Does gender make a difference in the financial world?

  • Breaking
  • 20/04/2009

When the credit crunch hit Iceland, it hit hard.

As easy money dried up around the globe, all of Iceland's banks - the backbone of the country's wealth - were in trouble, with debt ten times greater than the economy.

Iceland's collapse was the fastest in history, with 85 percent of the economy wiped out in weeks.

In the aftermath there was only one financial institution that did not lose money for its customers, Audur Capital.

Founded by two women on the investment principle of "if we don't understand it we're not buying it," there is a lot of talk about the difference it would have made if more women were on the trading floors.

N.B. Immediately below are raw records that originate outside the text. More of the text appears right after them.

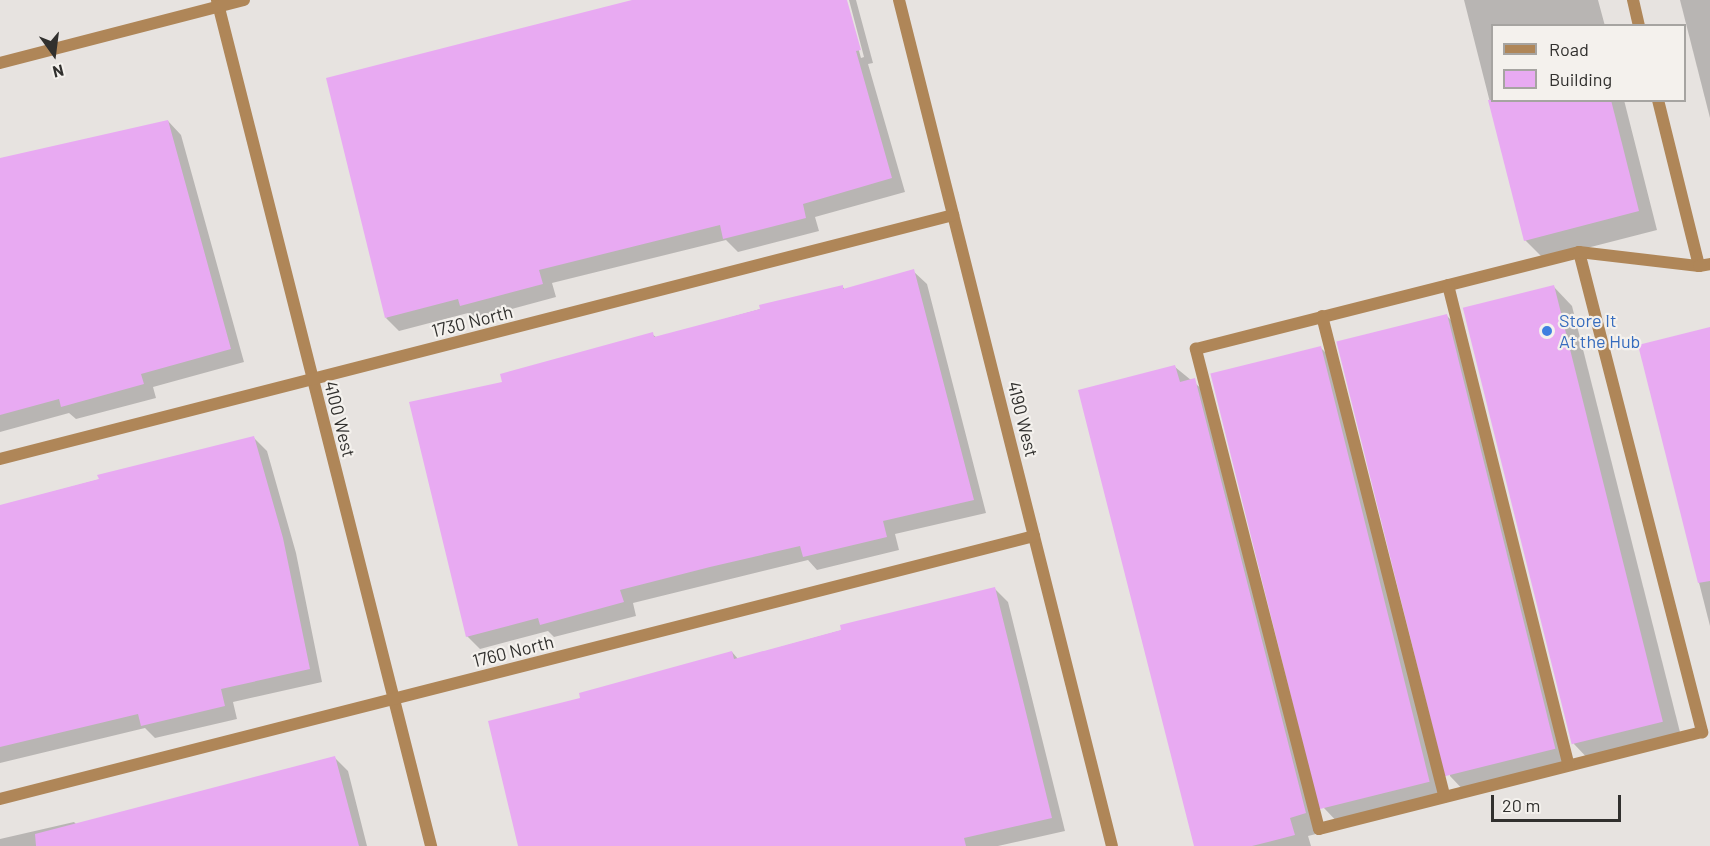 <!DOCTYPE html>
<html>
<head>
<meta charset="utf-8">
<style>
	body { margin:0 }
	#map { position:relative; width:1710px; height:846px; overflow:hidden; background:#e7e3e0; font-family:Barlow,sans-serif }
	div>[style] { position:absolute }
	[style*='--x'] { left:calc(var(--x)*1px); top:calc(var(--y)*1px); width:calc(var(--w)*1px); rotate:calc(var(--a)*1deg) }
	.shadow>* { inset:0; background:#0003 }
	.building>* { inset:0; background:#e8aaf2; transform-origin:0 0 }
	.service>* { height:12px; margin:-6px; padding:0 6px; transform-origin:6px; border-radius:6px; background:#af8658 }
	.minor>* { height:12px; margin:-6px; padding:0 6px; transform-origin:6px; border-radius:6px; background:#af8658 }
	.dots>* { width:16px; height:16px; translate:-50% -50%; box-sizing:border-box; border:3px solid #f4f1ed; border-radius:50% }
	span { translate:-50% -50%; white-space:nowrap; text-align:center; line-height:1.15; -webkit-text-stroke:4.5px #f4f1ed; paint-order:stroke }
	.street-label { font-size:18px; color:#31302e }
	.shop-label { font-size:18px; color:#366cbe }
	.left { translate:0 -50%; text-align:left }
	.legend { position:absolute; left:1491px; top:24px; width:195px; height:78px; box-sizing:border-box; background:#f4f1ed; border:2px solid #a6a4a1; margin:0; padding:8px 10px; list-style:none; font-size:18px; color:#31302e }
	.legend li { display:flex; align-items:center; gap:12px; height:30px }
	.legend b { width:30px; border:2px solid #a6a4a1 }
	.north { position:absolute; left:24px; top:24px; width:60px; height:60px; -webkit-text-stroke:4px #f4f1ed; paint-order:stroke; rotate:166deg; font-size:16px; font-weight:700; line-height:24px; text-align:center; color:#31302e }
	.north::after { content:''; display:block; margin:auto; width:21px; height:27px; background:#31302e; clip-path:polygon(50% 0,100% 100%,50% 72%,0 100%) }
	.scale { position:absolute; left:1491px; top:795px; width:130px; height:27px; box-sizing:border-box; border:3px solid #31302e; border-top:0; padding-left:8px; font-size:18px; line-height:21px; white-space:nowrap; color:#31302e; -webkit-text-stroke:4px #f4f1ed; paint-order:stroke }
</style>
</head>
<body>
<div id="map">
	<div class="shadow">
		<i style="clip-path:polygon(638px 0,845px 0,861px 58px,864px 57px,849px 0,856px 0,873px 63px,868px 64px,905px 192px,815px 217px,819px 231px,738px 252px,726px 240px,552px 283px,556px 297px,474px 319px,468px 313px,399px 331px,386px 318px)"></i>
		<i style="clip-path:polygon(1464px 0,1598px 0,1605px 26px,1492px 26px,1492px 100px,1624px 100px,1657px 230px,1544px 259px,1525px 240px)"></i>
		<i style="clip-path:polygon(1680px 0,1710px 0,1710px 118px)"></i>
		<i style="clip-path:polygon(168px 121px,181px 135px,244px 362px,153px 387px,156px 398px,76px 419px,69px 413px,0 432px,0 165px)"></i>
		<i style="clip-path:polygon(913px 271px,927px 284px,986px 513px,895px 534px,899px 550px,817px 570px,808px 560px,633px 603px,636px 616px,554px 637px,548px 631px,480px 649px,467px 636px,503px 383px,652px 334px,657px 338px,842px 286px,845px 290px)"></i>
		<i style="clip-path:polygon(1554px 287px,1572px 306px,1682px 740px,1592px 763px,1574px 744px)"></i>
		<i style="clip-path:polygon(1446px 315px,1465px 334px,1574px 768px,1468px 795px,1450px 776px)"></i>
		<i style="clip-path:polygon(1710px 328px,1710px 626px,1639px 346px)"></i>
		<i style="clip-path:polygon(1321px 348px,1339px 366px,1450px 799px,1342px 827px,1324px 808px)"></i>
		<i style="clip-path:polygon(1175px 367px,1213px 398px,1324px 832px,1308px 836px,1311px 846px,1195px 846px)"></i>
		<i style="clip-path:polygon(254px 438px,267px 451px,296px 553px,322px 682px,233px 702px,237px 719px,155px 738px,145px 728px,0 763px,0 506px)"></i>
		<i style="clip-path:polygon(994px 588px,1008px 602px,1065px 831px,998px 846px,523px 846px,582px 699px,732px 652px,738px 659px)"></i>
		<i style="clip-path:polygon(334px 757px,348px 771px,367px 846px,0 846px,0 839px,74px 822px,77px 825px)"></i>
	</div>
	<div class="building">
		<i style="clip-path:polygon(632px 0,847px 0,861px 50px,856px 51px,892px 178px,803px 204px,806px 218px,723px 239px,720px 225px,539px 270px,543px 284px,460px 306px,458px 299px,385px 318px,326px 78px)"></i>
		<i style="clip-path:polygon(1488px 100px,1611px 100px,1639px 211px,1524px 241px)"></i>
		<i style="clip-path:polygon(168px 120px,231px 349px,141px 374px,144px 384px,61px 407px,59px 399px,0 415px,0 158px)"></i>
		<i style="clip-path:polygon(914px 269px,974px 500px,883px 521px,887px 537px,803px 557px,800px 546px,710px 567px,620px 590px,624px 602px,540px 625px,538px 618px,466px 637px,409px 402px,502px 382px,500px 374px,653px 332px,654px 337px,760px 309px,759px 305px,843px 285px,843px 289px)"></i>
		<i style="left:1554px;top:285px;width:450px;height:94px;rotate:76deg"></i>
		<i style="left:1447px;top:314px;width:448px;height:114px;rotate:76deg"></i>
		<i style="clip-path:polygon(1710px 327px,1710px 581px,1698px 583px,1638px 345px)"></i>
		<i style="left:1321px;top:346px;width:449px;height:114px;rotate:76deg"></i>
		<i style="clip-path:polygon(1175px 365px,1180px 382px,1195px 378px,1306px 813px,1290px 818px,1295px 835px,1252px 846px,1194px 846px,1078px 390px)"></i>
		<i style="clip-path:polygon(254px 436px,283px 538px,310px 669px,221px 689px,225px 706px,141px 726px,138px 714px,0 747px,0 505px,99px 479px,97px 475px)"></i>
		<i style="clip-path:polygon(995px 587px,1052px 818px,964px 838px,966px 846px,518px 846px,488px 721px,580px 698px,579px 693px,732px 651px,734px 659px,841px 630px,840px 625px)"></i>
		<i style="clip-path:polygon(335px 756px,359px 846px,36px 846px,35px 834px)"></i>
	</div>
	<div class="service">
		<i style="--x:1633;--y:0;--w:27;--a:77"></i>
		<i style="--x:1658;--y:100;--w:171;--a:76.1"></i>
		<i style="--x:1579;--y:252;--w:496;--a:75.6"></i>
		<i style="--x:1702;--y:732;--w:395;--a:165.8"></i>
		<i style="--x:1319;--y:829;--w:496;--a:-104.4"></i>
		<i style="--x:1196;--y:349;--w:395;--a:-14.2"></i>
		<i style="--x:1579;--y:252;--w:121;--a:6.7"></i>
		<i style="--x:1699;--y:266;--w:11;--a:-10"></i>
		<i style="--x:1448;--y:285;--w:495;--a:75.9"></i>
		<i style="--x:1322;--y:316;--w:496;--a:75.7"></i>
	</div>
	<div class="minor">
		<i style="--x:217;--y:0;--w:873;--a:75.8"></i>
		<i style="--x:899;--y:0;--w:872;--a:75.87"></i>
		<i style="--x:0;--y:63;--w:252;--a:-14.5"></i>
		<i style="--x:0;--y:459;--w:984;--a:-14.36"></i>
		<i style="--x:0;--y:799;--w:1067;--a:-14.27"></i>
	</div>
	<div class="dots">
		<i style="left:1547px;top:331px;background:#3f7fe0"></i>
	</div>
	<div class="street-label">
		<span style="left:472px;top:321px;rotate:-14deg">1730 North</span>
		<span style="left:340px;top:419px;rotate:76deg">4100 West</span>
		<span style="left:1023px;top:419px;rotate:76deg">4190 West</span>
		<span style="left:513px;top:651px;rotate:-14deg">1760 North</span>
	</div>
	<div class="shop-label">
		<span class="left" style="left:1559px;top:331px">Store It<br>At the Hub</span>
	</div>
	<ul class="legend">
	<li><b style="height:8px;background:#af8658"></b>Road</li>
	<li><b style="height:16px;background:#e8aaf2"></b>Building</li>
	</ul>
	<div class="north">N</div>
	<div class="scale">20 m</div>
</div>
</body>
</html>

"Its been 99 percent men," says Audur Capital's Halla Tomasdottir. "They were men that wanted to take risk, wanted speed, wanted individual rewards and excessive rewards."

With her American MBA and decades of experience in corporate management, Johanna Waagfjord from Hagar Ltd says reforming the global economy means making room for more women.

"Women think what's good for the whole, where men think what's in it for them," she explains.

A recent French study looked at the top 40 companies there. It showed that the higher the ratio of women in upper management, the better the company has performed during this financial crisis.

There is new evidence emerging that some of what happens on trading floors may be partly the result of male hormones.

Former Wall Street trader Dr John Coates has measured testosterone levels in traders.

When they had high levels of testosterone they made a lot more money that day.

So it turns out these traders were massively hormonal and these hormones had affected their trading performances quite dramatically.

But when testosterone levels get too high, traders became over confident, took too much risk and then the bubble burst.

"One of the ways of eliminating that instability is by having more women in the trading rooms," Dr Coates says. "They've got very different endocrine profiles from men."